I had the Mac ‘no’ Cheese: visually the same, if not as the luminous boxed variety, as the snappily packaged Mac ‘n’ Cheeses you see served at various London watering-holes. (Refreshingly, the portions here are much bigger.) The dish uses butternut squash in its base, and is then enhanced with turmeric, smoked paprika, crispy onions and of course, “cheese”.
Vegan cheese, from what I hear, is an eternally difficult thing to get right – it seems where one aspect of cheese is achieved, such as meltiness, one is sacrificed somewhat. Here there is a slightly missing cheesy tang to be borne in mind. It all has a lovely warm comforting effect though, especially with the accompanying kale. This adds a salty, semi-crisp texture that works excellently in the mix – showing the real culinary skill that married co-owners Michelle O’Mahoney and Davina Pascal are able to bring to this food.
The two other sides, which we opted to share, confirmed Café SoVegan as a proposition that will appeal to vegans and non-vegans alike. Firstly – sweet potato fries. These really can come out with varying degrees of success, a truism that I’ve demonstrated with weary regularity at home.

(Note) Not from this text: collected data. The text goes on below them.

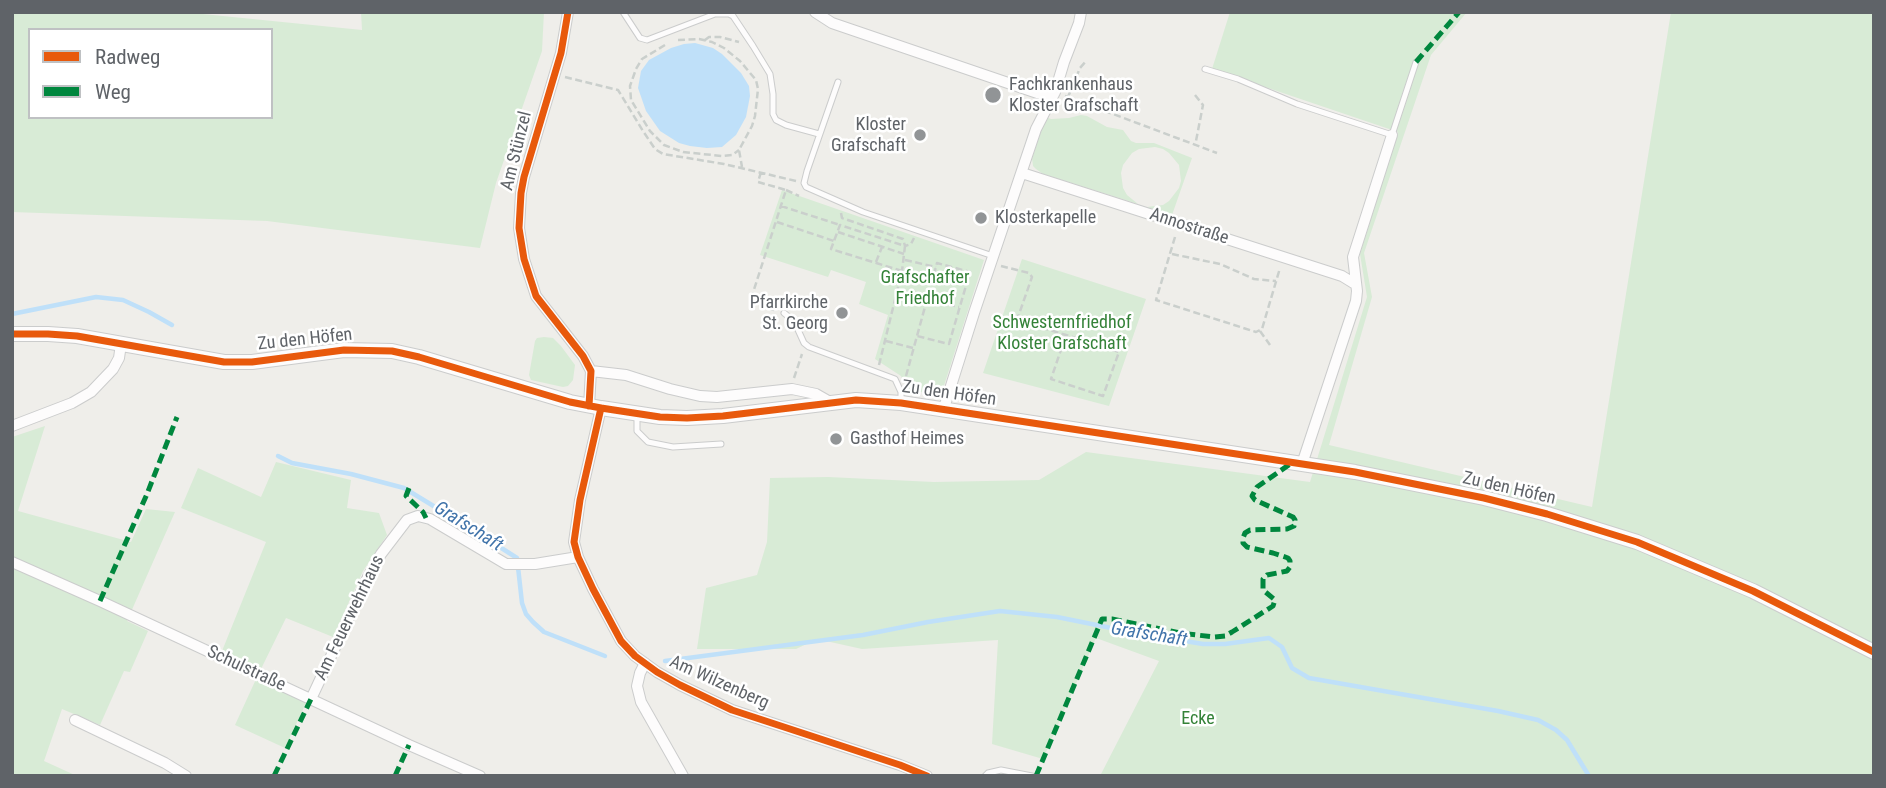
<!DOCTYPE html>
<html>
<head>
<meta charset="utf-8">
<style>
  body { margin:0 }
  #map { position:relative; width:1886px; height:788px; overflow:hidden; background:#efeeea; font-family:"Roboto Condensed",sans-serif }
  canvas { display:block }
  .frame { position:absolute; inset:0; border:14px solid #5f6368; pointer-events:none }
  .legend { position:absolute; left:28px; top:28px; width:245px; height:91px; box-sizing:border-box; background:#fff; border:2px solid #bfc1c3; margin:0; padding:9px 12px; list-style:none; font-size:21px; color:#5f6368 }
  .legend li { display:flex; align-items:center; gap:14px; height:35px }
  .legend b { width:35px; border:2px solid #bfc1c3 }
</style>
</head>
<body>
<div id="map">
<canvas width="1886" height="788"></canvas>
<div class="frame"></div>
<ul class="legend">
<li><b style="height:9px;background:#e8590c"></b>Radweg</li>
<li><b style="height:9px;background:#00873e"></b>Weg</li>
</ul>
</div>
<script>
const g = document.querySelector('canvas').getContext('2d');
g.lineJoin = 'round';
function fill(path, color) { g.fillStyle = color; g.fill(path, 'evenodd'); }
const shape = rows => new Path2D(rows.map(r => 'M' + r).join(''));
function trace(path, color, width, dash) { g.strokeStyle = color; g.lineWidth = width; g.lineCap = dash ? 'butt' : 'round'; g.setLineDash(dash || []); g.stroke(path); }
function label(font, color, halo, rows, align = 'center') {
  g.font = font + ' "Roboto Condensed",sans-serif'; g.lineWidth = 5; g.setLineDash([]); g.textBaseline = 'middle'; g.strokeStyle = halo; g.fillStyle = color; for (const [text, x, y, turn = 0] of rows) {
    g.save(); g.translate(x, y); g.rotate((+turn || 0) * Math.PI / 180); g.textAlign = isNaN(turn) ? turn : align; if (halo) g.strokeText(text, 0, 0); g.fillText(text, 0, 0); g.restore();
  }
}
const green = shape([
  [12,12,183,12,362,30,361,12,544,12,542,51,496,183,480,248,267,221,12,212],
  [30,30,271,30,271,117,30,117],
  [1230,12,1467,12,1431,55,1364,253,1372,297,1329,445,1592,507,1671,12,1874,12,1874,776,1100,776,1159,661,1096,638,1043,759,992,744,998,640,862,649,817,639,796,649,697,649,706,588,757,575,767,542,770,478,828,477,934,482,1039,480,1086,452,1310,482,1367,297,1360,254,1398,132,1212,69],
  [1081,115,1087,116,1107,127,1123,130,1131,141,1136,143,1154,143,1192,158,1172,215,1147,207,1163,205,1169,201,1179,188,1181,181,1179,165,1169,153,1163,149,1155,147,1139,149,1132,153,1123,165,1121,173,1123,188,1127,195,1138,204,1043,174,1036,169,1033,166,1032,158,1046,117,1051,119,1069,118],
  [782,190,984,260,941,395,907,390,901,376,875,359,888,315,859,304,866,282,831,270,828,277,760,255],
  [1022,259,1146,299,1109,406,983,373],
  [544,337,553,338,561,346,575,365,573,380,568,386,563,387,531,380,529,375,535,341,537,338],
  [45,426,18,511,131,542,146,509,175,512,127,621,148,631,130,672,124,671,100,725,62,709,44,761,77,776,12,776,12,437],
  [276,462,351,480,347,508,379,513,387,535,363,571,333,637,286,618,261,669,222,651,266,542,181,508,198,468,261,497],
  [257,677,306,703,285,748,235,725]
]);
const water = shape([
  [695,43,713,48,722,54,741,73,749,86,750,96,746,117,736,135,722,147,707,148,690,146,679,143,660,131,646,111,638,88,641,71,649,60,671,48,684,44]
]);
const stream = shape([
  [12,314,96,297,123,300,149,312,172,325],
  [278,456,292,463,351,474,404,488,481,535,517,558,522,603,526,614,533,622,544,632,605,656],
  [665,661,863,635,928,622,1000,611,1057,617,1136,633,1203,644,1225,644,1269,638,1282,647,1292,668,1309,678,1498,711,1538,720,1556,730,1567,740,1589,776]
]);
const path = shape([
  [678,40,699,39,712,42,724,48,740,61,756,80,758,89,755,116,752,126,739,150,742,167],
  [705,40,709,37,720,37,739,42],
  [665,45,642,59,636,69,630,86,631,100,650,131,664,145,683,152,722,156,732,155,739,150],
  [565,77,618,90,643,131,655,149,663,154,724,164,796,181],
  [1195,95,1203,105,1195,146],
  [1065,96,1217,153],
  [1068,97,1080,68,1087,60],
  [761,172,758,182,786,190,750,302,774,310],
  [786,190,799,196],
  [781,206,840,225],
  [841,213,842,218,903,239,905,246,911,244,914,238],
  [777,222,834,241],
  [838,232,904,254],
  [1175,237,1156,300,1256,332,1262,329,1280,268],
  [1172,254,1220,264,1254,279,1276,281],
  [905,260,936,267],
  [876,262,882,247],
  [1001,266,1029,273,1032,277,1017,320,1066,335,1119,352,1103,396,1051,379,1066,335],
  [897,292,959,307],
  [1260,331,1270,345],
  [886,341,913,348],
  [879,365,902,271,905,246,840,225,831,249,902,271],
  [906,376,917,336,949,344,970,272,937,263,917,336],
  [794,378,802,354]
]);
const service = shape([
  [623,12,640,38,647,40,715,14,729,14,733,16,753,46,770,74,773,94,773,114,776,120,786,125,819,134],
  [1205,69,1238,79,1297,104,1392,135,1416,62],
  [838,82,807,171,804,183,806,187,863,212,993,256],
  [784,313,794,321,804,343,809,347,895,379,901,392,901,403],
  [637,414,637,431,648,442,673,447,721,444],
  [985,776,988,773,1001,770,1032,776]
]);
const minor = shape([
  [568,12,561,53,524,177,521,193,519,228,524,259,536,296,583,356,591,371,589,406],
  [815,12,832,23,1052,98],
  [1022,173,1342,276,1355,284],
  [591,371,626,375,670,389,700,396,717,397,792,389,816,394,830,402],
  [601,408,580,500,574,542,578,557,593,589,621,641,635,656,657,672,680,685,732,710,900,765,927,776],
  [944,408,974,313,1036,129,1055,92,1064,62,1079,23,1081,12],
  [12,426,72,403,91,392,113,369,119,358,121,344],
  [1302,464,1356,301,1357,291,1353,257,1392,135],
  [12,562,100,601,409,745,480,776],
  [645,663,640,673,637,686,641,702,683,776],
  [311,699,368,577,381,554,407,520,418,516,430,519,506,564,535,564,578,557],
  [75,720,165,763,186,776]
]);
const tertiary = shape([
  [12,334,48,334,77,336,224,362,252,362,344,350,392,351,419,357,570,402,601,408,660,417,687,418,723,416,856,400,901,403,1355,472,1484,498,1547,514,1637,542,1753,591,1874,652]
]);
const quiet = shape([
  [1416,62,1459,12],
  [409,488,406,496,423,512,426,518],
  [100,601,147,494,177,417],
  [274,776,311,699],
  [395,776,409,745],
  [1036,776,1102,619,1112,619,1180,633,1214,637,1225,636,1232,632,1273,606,1275,600,1263,590,1263,579,1267,575,1287,571,1290,567,1290,561,1288,558,1273,553,1247,547,1243,543,1243,538,1245,533,1250,530,1287,529,1294,526,1295,520,1293,517,1255,500,1252,496,1257,487,1293,462]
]);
const cycleway = shape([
  [568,12,561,53,524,177,521,193,519,228,524,259,536,296,583,356,591,371,589,406],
  [12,334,48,334,77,336,224,362,252,362,344,350,392,351,419,357,570,402,601,408,660,417,687,418,723,416,856,400,901,403,1355,472,1484,498,1547,514,1637,542,1753,591,1874,652],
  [601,408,580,500,574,542,578,557,593,589,621,641,635,656,657,672,680,685,732,710,900,765,927,776]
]);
const markers = [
  [993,95,9,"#919496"],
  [920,135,7,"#919496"],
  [981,218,7,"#919496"],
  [842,313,7,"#919496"],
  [836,439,7,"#919496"]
];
const poiNames = [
  ["Fachkrankenhaus",1009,85],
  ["Kloster Grafschaft",1009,106],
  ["Kloster",906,125,"right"],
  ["Grafschaft",906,146,"right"],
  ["Klosterkapelle",995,218],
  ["Pfarrkirche",828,303,"right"],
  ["St. Georg",828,324,"right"],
  ["Gasthof Heimes",850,439]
];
const streetNames = [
  ["Am Stünzel",517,151,-76],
  ["Annostraße",1189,227,18],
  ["Zu den Höfen",305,340,-6],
  ["Zu den Höfen",949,394,8],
  ["Zu den Höfen",1509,489,13],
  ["Am Feuerwehrhaus",350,618,-64],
  ["Schulstraße",246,669,25],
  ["Am Wilzenberg",719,683,24]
];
const parkNames = [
  ["Grafschafter",925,278],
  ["Friedhof",925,299],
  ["Schwesternfriedhof",1062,323],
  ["Kloster Grafschaft",1062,344],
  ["Ecke",1198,719]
];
const waterNames = [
  ["Grafschaft",468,527,32],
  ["Grafschaft",1149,635,9]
];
fill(green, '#d8ebd6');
fill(water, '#bfe0f9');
trace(stream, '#bfe0f9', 4.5);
trace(service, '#cbcccc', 7);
trace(minor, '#cbcccc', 12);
trace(tertiary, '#cbcccc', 16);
trace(path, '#cacfcc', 2.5, [7, 3.5]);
trace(service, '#fdfcfc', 5);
trace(minor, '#fdfcfc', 10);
trace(tertiary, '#fdfcfc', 14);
trace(quiet, '#00873e', 5, [10, 5]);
trace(cycleway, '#e8590c', 7);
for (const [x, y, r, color] of markers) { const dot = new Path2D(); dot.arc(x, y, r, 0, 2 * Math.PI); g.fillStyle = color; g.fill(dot); trace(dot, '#fff', 2.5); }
label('18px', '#5f6368', '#fff', poiNames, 'left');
label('18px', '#5f6368', '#fff', streetNames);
label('18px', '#348238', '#fff', parkNames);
label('italic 19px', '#4174aa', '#fff', waterNames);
</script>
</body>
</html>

The ones here strike a really good balance of crispness and flavour, and obviously go brilliantly with a pint.
The second was the Cauliflower Nuggets, which I was particularly in favour of ordering, as chicken is the only thing I’ve eaten in nugget form before. These were battered cauliflower pieces with a delicious spicy warmth, light as a feather and without a hint of greasiness – a really worthwhile addition.
Given the paucity of fully-vegan restaurants in the country as a whole, Café SoVegan is a project to be heralded. Vegans with a taste for comfort food will be in raptures, and omnivores like me, if not totally converted, at least walk away knowing what “seitan” means – and why they may well be dining SoVegan again.